::: SUPPLIED MATERIAL

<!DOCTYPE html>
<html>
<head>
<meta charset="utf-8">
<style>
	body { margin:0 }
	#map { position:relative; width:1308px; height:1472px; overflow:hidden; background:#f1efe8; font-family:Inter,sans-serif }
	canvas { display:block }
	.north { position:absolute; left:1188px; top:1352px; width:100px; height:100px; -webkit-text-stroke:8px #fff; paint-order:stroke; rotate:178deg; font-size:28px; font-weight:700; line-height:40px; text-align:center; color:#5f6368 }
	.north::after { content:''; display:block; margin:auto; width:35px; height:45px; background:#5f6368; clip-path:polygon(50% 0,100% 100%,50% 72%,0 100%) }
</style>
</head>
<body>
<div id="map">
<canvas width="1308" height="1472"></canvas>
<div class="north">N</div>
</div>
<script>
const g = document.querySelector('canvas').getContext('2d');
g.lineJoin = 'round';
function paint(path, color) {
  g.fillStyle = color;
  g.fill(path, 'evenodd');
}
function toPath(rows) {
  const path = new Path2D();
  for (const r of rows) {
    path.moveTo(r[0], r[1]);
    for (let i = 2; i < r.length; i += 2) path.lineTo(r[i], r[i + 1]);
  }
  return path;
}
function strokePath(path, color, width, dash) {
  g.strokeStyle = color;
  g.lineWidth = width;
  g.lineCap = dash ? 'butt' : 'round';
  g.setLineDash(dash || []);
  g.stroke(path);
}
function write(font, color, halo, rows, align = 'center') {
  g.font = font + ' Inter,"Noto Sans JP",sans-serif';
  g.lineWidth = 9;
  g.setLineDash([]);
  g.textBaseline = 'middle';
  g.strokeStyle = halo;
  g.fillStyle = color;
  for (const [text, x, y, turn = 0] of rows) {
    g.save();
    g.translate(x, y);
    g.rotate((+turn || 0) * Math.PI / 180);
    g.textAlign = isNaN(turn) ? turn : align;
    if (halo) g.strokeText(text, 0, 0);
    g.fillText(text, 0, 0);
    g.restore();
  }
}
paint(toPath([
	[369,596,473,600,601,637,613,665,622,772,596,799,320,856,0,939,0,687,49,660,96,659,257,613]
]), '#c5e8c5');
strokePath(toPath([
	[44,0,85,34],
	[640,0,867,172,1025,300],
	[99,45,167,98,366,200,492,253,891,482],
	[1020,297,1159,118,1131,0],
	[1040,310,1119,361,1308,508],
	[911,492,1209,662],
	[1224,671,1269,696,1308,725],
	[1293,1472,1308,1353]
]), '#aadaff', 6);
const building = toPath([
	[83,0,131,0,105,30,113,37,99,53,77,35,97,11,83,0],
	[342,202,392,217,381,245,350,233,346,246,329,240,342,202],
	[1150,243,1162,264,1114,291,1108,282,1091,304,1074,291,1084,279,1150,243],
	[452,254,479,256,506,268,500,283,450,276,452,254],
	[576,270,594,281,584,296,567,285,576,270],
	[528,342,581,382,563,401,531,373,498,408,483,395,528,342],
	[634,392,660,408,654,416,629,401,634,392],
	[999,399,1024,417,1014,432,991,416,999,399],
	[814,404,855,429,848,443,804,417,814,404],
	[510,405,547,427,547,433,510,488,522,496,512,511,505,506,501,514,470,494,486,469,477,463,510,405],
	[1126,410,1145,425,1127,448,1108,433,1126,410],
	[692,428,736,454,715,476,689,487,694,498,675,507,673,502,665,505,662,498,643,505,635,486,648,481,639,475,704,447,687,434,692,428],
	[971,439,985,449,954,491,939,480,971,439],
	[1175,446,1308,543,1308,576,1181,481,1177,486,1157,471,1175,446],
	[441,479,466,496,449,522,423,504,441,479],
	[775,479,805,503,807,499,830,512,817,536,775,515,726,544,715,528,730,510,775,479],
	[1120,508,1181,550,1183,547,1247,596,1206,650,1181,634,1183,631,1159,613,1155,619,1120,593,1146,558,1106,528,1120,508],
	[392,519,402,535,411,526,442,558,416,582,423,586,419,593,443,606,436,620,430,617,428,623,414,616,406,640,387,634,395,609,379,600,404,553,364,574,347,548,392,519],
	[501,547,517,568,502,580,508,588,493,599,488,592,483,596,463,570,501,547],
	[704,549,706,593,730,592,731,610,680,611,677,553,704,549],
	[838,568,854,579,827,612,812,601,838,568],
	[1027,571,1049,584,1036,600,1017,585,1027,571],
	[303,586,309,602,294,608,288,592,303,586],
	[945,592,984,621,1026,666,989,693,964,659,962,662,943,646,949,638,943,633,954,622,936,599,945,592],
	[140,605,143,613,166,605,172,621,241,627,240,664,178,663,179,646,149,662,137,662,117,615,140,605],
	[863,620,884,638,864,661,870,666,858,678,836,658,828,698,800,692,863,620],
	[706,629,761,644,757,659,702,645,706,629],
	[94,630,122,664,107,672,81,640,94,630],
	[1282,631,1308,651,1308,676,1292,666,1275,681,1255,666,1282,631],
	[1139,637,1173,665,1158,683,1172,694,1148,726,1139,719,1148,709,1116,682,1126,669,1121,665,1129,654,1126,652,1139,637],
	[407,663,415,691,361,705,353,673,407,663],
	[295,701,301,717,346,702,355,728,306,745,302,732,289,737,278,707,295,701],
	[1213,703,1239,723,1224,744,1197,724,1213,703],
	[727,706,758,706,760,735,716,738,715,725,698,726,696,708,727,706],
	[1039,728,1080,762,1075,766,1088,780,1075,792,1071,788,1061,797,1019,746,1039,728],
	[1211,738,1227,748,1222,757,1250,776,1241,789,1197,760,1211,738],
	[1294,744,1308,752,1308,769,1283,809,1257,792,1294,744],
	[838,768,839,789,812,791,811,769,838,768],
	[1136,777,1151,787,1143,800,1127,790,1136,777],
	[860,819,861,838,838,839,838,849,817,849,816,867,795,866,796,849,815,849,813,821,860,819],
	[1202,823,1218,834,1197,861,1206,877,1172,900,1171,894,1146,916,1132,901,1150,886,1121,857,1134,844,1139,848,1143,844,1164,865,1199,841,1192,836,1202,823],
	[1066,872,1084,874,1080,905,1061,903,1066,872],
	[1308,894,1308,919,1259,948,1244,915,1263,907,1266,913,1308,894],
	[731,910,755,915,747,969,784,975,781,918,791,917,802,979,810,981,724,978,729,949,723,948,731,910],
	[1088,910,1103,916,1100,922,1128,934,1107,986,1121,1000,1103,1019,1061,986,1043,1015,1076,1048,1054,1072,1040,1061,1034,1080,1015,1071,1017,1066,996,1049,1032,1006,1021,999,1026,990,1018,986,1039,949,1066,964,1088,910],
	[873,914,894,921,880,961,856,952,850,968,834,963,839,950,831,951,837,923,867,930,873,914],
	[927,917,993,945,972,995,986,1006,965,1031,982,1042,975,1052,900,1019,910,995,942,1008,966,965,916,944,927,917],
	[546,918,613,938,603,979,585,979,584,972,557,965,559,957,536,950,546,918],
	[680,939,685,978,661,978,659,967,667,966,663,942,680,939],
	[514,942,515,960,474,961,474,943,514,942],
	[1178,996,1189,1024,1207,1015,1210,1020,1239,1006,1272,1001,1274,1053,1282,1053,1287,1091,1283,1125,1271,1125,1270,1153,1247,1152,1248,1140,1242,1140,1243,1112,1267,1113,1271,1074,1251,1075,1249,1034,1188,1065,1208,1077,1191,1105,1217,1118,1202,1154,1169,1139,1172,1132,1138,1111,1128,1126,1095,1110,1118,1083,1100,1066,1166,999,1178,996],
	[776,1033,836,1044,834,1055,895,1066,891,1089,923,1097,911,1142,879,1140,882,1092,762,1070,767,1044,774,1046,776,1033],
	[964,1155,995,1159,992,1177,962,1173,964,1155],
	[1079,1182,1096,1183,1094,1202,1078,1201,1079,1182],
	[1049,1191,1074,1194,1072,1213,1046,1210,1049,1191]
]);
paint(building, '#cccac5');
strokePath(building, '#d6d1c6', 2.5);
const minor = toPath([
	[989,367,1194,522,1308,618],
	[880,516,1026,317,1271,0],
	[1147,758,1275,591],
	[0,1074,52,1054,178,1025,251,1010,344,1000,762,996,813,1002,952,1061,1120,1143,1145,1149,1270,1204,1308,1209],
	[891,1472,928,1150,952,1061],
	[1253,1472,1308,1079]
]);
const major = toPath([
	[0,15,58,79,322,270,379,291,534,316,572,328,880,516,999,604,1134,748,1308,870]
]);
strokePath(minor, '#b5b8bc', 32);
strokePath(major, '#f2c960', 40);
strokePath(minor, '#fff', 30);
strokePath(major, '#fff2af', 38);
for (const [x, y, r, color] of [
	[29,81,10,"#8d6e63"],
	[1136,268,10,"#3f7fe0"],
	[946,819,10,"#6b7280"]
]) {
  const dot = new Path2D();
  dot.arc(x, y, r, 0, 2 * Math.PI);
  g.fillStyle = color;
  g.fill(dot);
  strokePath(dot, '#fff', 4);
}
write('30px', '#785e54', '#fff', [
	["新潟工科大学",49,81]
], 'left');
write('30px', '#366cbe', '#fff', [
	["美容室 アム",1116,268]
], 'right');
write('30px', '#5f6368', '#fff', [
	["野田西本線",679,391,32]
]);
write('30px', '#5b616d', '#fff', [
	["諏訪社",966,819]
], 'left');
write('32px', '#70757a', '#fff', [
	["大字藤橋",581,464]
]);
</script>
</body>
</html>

::::::
::: SUPPLIED MATERIAL

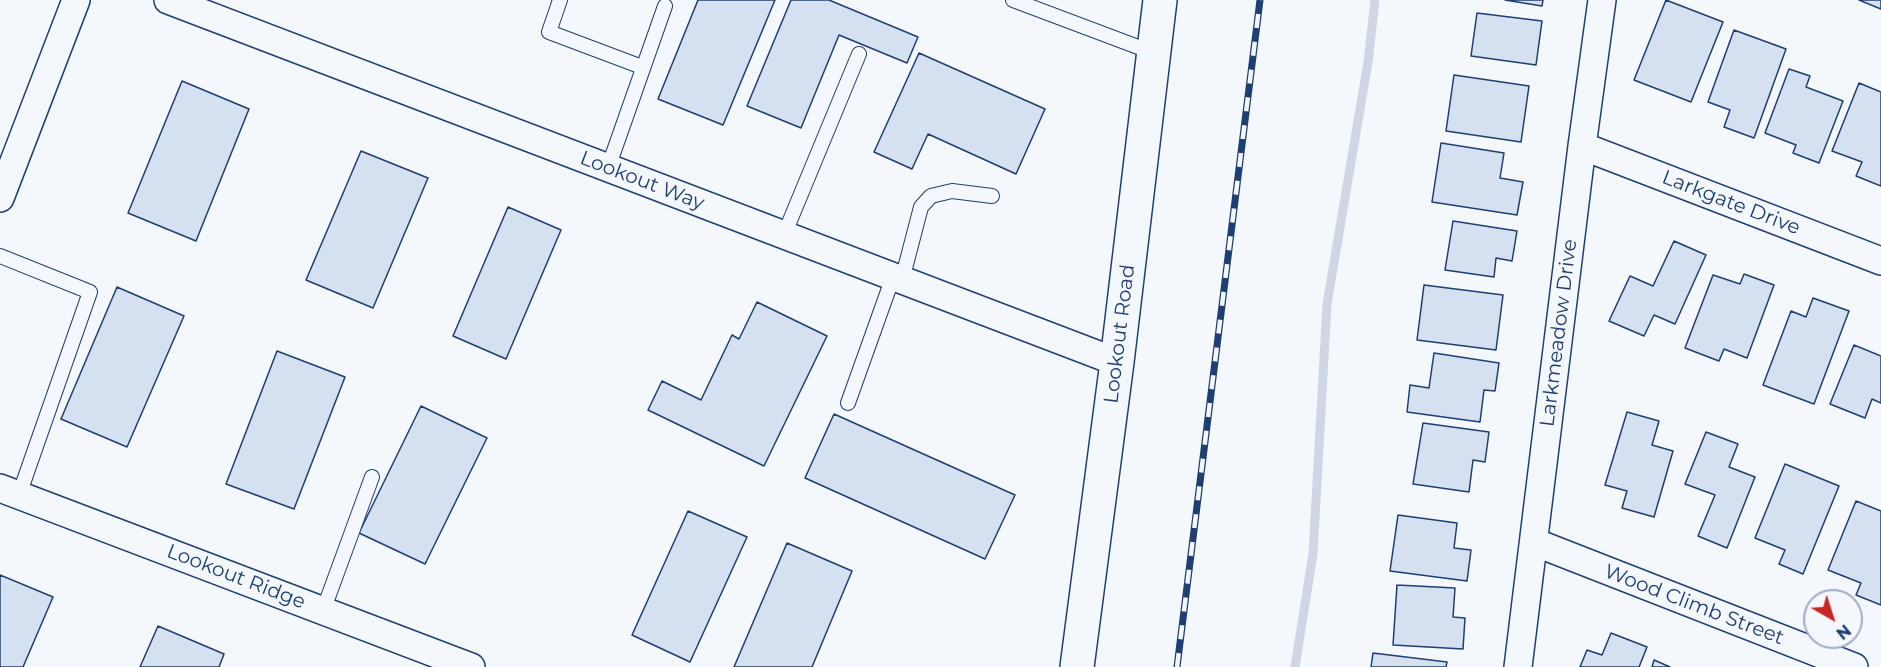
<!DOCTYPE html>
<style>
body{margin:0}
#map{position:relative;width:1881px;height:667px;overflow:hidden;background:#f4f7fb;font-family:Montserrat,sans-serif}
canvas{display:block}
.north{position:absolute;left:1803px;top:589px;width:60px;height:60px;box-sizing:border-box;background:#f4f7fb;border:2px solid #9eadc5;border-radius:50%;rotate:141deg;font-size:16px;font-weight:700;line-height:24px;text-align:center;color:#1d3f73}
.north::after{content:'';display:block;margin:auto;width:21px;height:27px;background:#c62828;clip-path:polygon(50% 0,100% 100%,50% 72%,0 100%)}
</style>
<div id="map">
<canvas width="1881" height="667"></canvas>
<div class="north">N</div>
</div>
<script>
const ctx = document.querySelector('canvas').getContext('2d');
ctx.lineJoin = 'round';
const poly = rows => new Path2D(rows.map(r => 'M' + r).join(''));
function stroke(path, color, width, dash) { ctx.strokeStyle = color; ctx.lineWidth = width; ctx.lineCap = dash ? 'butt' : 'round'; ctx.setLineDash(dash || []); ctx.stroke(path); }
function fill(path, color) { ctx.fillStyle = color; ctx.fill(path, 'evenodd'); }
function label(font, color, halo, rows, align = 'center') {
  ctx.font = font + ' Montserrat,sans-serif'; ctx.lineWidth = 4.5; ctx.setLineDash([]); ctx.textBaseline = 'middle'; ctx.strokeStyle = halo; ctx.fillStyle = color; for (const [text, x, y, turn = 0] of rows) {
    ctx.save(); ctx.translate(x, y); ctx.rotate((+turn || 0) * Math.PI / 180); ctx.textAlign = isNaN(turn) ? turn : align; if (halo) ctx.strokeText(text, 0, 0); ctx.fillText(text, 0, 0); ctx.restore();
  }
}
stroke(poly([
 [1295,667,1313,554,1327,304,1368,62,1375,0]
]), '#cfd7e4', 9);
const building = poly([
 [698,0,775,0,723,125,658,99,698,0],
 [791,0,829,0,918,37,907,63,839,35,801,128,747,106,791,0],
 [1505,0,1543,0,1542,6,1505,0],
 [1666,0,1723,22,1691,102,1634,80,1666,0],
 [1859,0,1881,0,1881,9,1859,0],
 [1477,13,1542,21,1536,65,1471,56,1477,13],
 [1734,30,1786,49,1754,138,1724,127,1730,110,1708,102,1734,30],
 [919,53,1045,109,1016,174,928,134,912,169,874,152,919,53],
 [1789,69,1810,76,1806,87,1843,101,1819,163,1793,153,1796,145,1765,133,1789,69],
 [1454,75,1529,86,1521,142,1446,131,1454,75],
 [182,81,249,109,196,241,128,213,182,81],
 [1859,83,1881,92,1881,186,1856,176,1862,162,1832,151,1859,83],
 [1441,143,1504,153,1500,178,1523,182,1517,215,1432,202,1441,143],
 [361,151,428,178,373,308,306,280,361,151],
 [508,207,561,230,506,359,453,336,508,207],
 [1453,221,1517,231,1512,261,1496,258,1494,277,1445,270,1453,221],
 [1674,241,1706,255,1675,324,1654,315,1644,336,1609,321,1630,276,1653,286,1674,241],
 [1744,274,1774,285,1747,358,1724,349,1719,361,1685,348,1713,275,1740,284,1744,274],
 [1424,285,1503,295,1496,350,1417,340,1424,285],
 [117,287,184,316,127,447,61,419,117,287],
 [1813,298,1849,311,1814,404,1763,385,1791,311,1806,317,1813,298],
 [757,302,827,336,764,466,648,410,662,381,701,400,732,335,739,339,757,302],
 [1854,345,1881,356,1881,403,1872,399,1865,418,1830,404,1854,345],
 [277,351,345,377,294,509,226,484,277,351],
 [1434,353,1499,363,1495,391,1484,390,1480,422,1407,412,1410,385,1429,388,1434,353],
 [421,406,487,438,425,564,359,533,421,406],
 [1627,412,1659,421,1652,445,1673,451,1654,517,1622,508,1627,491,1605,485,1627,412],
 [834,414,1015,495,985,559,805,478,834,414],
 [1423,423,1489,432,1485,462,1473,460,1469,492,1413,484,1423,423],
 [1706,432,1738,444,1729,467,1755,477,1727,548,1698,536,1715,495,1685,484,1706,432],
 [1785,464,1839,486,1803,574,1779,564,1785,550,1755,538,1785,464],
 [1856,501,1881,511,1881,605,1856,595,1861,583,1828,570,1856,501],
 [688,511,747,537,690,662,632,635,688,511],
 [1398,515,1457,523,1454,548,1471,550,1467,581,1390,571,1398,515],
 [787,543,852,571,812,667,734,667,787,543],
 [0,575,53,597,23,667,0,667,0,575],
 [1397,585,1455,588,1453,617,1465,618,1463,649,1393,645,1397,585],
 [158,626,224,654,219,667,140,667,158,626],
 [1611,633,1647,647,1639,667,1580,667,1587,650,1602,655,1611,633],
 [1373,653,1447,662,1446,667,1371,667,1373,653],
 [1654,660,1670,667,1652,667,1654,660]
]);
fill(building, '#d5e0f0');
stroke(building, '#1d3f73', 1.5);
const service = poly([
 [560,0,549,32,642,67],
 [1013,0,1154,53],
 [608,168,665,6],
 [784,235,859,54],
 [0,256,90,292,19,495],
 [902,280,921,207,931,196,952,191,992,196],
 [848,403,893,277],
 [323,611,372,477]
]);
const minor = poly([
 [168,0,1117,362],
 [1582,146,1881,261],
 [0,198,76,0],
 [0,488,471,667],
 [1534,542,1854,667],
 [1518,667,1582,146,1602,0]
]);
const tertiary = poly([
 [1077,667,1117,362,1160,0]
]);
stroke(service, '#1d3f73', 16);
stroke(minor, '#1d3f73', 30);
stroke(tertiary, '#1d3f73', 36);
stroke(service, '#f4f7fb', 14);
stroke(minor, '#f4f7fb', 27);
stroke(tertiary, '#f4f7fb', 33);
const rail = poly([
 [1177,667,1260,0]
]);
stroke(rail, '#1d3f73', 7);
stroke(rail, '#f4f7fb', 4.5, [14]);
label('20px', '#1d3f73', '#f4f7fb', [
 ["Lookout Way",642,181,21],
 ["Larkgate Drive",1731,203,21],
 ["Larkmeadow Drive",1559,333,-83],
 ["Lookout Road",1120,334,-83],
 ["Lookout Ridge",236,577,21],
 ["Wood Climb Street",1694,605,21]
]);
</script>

::::::
::: SUPPLIED MATERIAL

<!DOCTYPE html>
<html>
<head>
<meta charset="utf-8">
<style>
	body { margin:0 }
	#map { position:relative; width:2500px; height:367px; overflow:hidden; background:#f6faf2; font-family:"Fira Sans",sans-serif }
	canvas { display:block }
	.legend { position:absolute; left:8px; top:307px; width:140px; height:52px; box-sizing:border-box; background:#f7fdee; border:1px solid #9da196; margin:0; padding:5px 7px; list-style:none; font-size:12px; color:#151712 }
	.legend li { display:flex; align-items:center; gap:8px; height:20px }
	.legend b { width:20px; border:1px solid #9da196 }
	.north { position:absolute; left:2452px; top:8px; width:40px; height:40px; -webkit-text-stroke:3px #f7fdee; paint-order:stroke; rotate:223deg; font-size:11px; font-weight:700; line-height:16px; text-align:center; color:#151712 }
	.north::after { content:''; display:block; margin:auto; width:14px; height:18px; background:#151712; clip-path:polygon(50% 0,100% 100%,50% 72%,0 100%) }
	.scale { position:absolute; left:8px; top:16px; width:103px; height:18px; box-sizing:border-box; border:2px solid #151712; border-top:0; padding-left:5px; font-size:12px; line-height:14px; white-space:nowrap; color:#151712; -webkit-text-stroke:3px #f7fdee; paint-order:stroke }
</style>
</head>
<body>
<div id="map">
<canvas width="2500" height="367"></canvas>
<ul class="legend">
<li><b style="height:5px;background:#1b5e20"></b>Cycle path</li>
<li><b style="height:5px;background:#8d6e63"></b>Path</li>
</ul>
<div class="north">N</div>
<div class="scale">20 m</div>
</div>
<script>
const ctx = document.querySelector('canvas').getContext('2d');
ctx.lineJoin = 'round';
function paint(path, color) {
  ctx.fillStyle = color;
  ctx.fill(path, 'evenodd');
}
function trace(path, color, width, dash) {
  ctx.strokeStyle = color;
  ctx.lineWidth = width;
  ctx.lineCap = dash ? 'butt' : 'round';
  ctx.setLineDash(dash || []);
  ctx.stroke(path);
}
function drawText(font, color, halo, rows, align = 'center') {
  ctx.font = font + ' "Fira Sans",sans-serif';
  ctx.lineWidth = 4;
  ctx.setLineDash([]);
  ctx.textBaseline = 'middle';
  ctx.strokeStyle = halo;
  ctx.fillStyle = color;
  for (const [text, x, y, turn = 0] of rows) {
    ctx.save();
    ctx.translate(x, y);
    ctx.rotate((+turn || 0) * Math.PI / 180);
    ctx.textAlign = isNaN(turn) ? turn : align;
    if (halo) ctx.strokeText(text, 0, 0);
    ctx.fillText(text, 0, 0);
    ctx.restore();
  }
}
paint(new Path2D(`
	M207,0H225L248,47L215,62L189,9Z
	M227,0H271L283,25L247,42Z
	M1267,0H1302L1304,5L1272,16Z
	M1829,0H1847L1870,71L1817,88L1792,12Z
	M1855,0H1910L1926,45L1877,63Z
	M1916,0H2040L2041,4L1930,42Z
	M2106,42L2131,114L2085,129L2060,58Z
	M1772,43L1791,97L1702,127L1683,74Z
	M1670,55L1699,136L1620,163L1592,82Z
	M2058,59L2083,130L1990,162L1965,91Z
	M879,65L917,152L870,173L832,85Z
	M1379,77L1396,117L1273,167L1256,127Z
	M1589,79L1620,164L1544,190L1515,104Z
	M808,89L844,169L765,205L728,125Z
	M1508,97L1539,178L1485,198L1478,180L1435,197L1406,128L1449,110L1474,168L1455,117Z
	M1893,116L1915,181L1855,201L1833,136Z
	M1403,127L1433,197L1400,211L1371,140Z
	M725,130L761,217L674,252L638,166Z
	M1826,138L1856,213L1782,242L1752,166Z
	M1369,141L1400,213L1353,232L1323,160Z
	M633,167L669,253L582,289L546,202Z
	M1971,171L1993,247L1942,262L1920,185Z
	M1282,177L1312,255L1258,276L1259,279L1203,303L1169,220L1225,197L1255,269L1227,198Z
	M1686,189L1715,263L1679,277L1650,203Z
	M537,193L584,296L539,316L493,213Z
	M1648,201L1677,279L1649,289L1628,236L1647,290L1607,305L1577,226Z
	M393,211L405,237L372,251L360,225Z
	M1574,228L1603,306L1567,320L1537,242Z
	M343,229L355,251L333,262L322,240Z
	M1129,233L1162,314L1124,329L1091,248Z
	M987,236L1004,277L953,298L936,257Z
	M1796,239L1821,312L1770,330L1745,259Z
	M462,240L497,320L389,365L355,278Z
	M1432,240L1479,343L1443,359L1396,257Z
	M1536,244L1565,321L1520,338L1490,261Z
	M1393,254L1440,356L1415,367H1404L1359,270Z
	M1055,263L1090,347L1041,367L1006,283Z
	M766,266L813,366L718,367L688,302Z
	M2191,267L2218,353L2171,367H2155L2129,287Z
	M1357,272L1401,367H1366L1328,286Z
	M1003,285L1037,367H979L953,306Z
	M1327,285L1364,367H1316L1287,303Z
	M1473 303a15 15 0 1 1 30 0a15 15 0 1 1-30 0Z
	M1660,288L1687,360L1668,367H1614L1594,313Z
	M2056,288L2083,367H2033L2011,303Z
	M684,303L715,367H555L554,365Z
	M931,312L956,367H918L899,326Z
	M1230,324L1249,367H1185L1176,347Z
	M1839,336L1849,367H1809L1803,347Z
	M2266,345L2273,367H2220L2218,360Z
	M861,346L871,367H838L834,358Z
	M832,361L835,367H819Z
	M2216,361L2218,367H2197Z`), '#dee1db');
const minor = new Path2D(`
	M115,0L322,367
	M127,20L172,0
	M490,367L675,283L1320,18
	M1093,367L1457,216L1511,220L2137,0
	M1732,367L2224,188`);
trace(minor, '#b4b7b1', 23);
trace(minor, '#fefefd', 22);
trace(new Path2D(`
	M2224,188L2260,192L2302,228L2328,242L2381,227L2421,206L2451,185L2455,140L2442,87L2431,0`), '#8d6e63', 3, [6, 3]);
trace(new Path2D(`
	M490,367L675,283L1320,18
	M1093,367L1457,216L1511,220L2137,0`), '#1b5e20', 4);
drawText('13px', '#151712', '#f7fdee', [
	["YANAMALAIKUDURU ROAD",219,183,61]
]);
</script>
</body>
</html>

::::::

◆ PROBLEM STATEMENT
What do the lines above say from the one containing "function drawText(font, color, halo, rows, align" down to the one containing "M1403,127L1433,197L1400,211L1371,140Z"? Return them exactly, both end lines included, and only them.

◆ RESPONSE BELOW
function drawText(font, color, halo, rows, align = 'center') {
  ctx.font = font + ' "Fira Sans",sans-serif';
  ctx.lineWidth = 4;
  ctx.setLineDash([]);
  ctx.textBaseline = 'middle';
  ctx.strokeStyle = halo;
  ctx.fillStyle = color;
  for (const [text, x, y, turn = 0] of rows) {
    ctx.save();
    ctx.translate(x, y);
    ctx.rotate((+turn || 0) * Math.PI / 180);
    ctx.textAlign = isNaN(turn) ? turn : align;
    if (halo) ctx.strokeText(text, 0, 0);
    ctx.fillText(text, 0, 0);
    ctx.restore();
  }
}
paint(new Path2D(`
	M207,0H225L248,47L215,62L189,9Z
	M227,0H271L283,25L247,42Z
	M1267,0H1302L1304,5L1272,16Z
	M1829,0H1847L1870,71L1817,88L1792,12Z
	M1855,0H1910L1926,45L1877,63Z
	M1916,0H2040L2041,4L1930,42Z
	M2106,42L2131,114L2085,129L2060,58Z
	M1772,43L1791,97L1702,127L1683,74Z
	M1670,55L1699,136L1620,163L1592,82Z
	M2058,59L2083,130L1990,162L1965,91Z
	M879,65L917,152L870,173L832,85Z
	M1379,77L1396,117L1273,167L1256,127Z
	M1589,79L1620,164L1544,190L1515,104Z
	M808,89L844,169L765,205L728,125Z
	M1508,97L1539,178L1485,198L1478,180L1435,197L1406,128L1449,110L1474,168L1455,117Z
	M1893,116L1915,181L1855,201L1833,136Z
	M1403,127L1433,197L1400,211L1371,140Z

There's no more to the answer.